Rechargeable batteries are used in so many different products that we use today – everything from our computers and mobile phones to our cars have batteries inside. One of the major areas of research is in new battery technologies that will increase the run time of electrical devices and make safer batteries.

Lithium-ion rechargeable batteries have been on the market for a long time and are prone to problems. The batteries, for instance, were the cause of massive recall several years ago after they were overheating in notebooks which in turn caused fires. One of the more promising new battery technologies being researched are zinc-air batteries.

These batteries are cheaper and have a significantly larger capacity for storing energy than existing lithium-ion batteries. Physorg reports that the average lithium-ion battery stores only a third of the energy that zinc-air batteries are capable of storing and cost about twice as much as the zinc-air counterpart.

A Swiss company called ReVolt plans to release a zinc-air battery next year. At first, the batteries will be small units that will be used in hearing aids. Later the batteries will come in larger forms for mobile phones and much later, the zinc-air battery will find its way into electric vehicles.

The zinc-air battery was developed by a firm called SINTEF in Norway and ReVolt was formed to market the battery. In a zinc-air battery, oxygen from room air is used to generate current. The air is used as an electrode and the battery contains an electrolyte and a zinc electrode in a casing that is porous and allows air inside. The zinc-air battery is much safer than lithium-ion batteries because there are no volatile materials inside the battery that could possibly catch fire.
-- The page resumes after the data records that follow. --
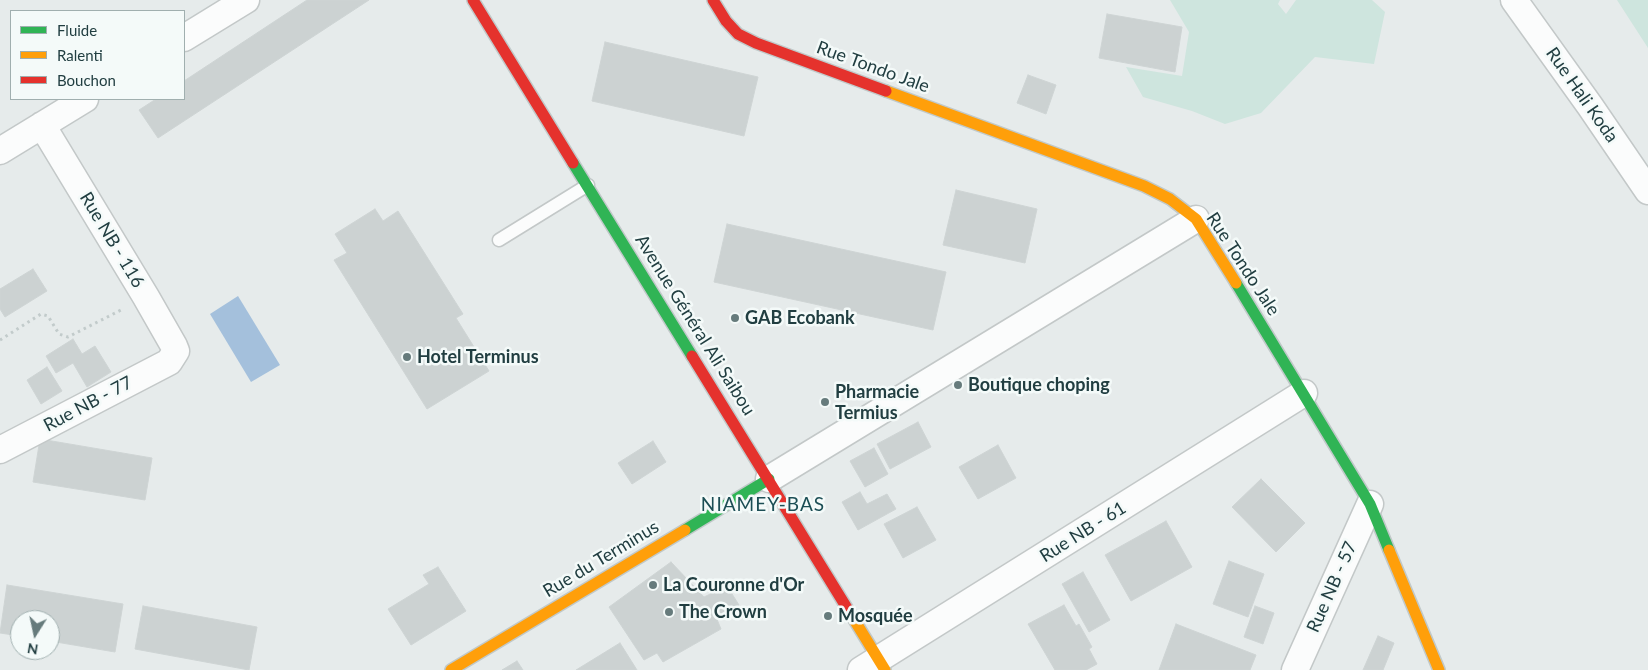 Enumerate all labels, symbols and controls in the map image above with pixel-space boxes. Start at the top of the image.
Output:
legend [10,10,185,100]
text: Fluide [57,21,97,39]
street label: Rue Tondo Jale [814,37,932,97]
street label: Rue Hali Koda [1541,43,1623,147]
text: Ralenti [57,46,103,64]
text: Bouchon [57,71,116,89]
street label: Rue NB - 116 [75,188,149,292]
street label: Rue Tondo Jale [1202,208,1284,320]
street label: Avenue Général Ali Saibou [630,231,760,419]
place label: GAB Ecobank [745,307,855,329]
marker: GAB Ecobank [729,312,741,324]
place label: Hotel Terminus [417,346,539,368]
marker: Hotel Terminus [401,351,413,363]
street label: Rue NB - 77 [40,372,136,436]
place label: Boutique choping [968,374,1110,396]
marker: Boutique choping [952,379,964,391]
place label: Pharmacie Termius [835,381,919,424]
marker: Pharmacie Termius [819,396,831,408]
district label: NIAMEY-BAS [700,494,826,516]
street label: Rue NB - 61 [1036,497,1130,567]
street label: Rue du Terminus [539,516,663,602]
street label: Rue NB - 57 [1302,538,1362,636]
place label: La Couronne d'Or [663,574,804,596]
marker: La Couronne d'Or [647,579,659,591]
place label: The Crown [679,601,767,623]
place label: Mosquée [838,605,913,627]
marker: The Crown [663,606,675,618]
north arrow [10,610,60,660]
marker: Mosquée [822,610,834,622]
text: N [26,640,39,659] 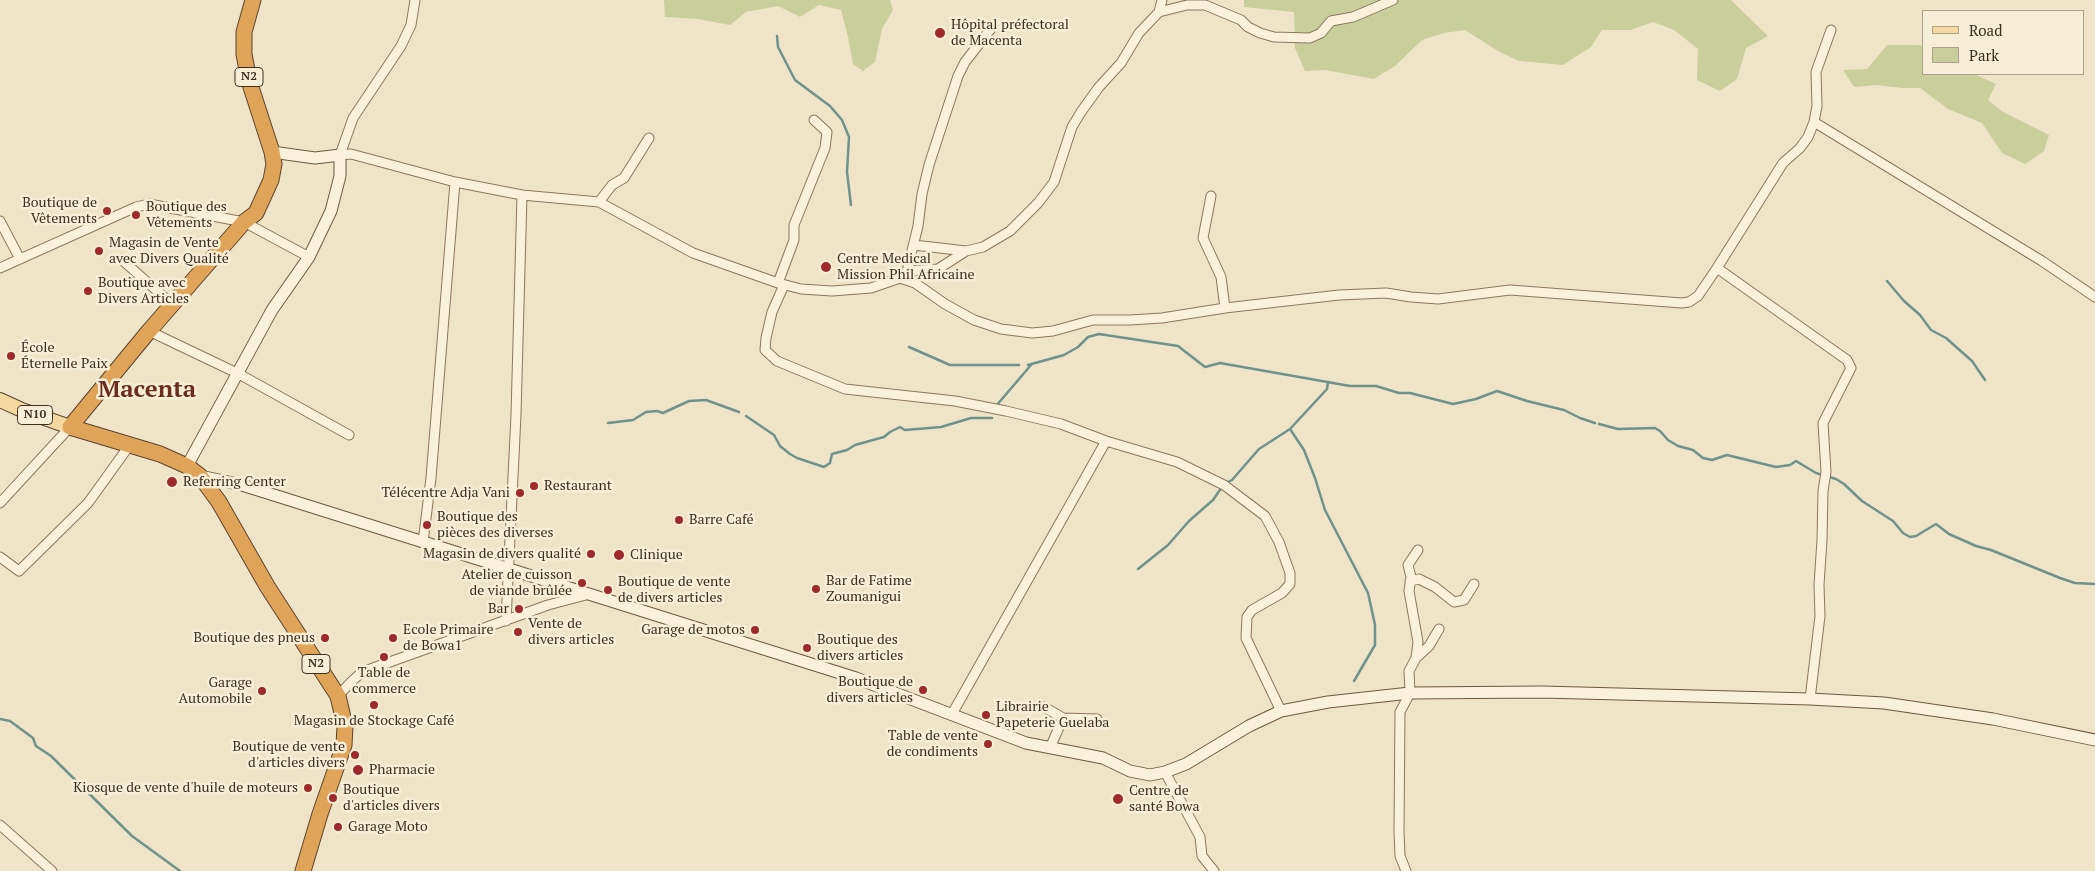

The zinc-air battery produces electricity when the air electrode is discharged with the help of catalysts producing hydroxyl ions in the aqueous electrode. The zinc electrode then gets oxidized and releases electrons to form an electric current. When the battery is recharged, the process happens in reverse and oxygen is released into the air electrode.

The challenge for the researchers was to devise a method where the air electrolyte wasn’t deactivated in the recharging cycle to the point where the oxidation reaction slowed or stopped. The slowing or stopping of the oxidation reaction reduced the number of times that the zinc-air battery could be recharged.

Physorg reports that prototypes of the zinc-air battery have been tested through more than a hundred charge and discharge cycles. ReVolt hopes to increase the number of charge and discharge cycles to the 300 to 500 range. That number would make the batteries useful for cell phones and other electronic items that are recharged frequently.

The zinc-air batteries ReVolt is working on are also being developed for future use in electric vehicles. Before that point can be reached the batteries have to reach the point of being able to withstand up to 10,000 charge cycles.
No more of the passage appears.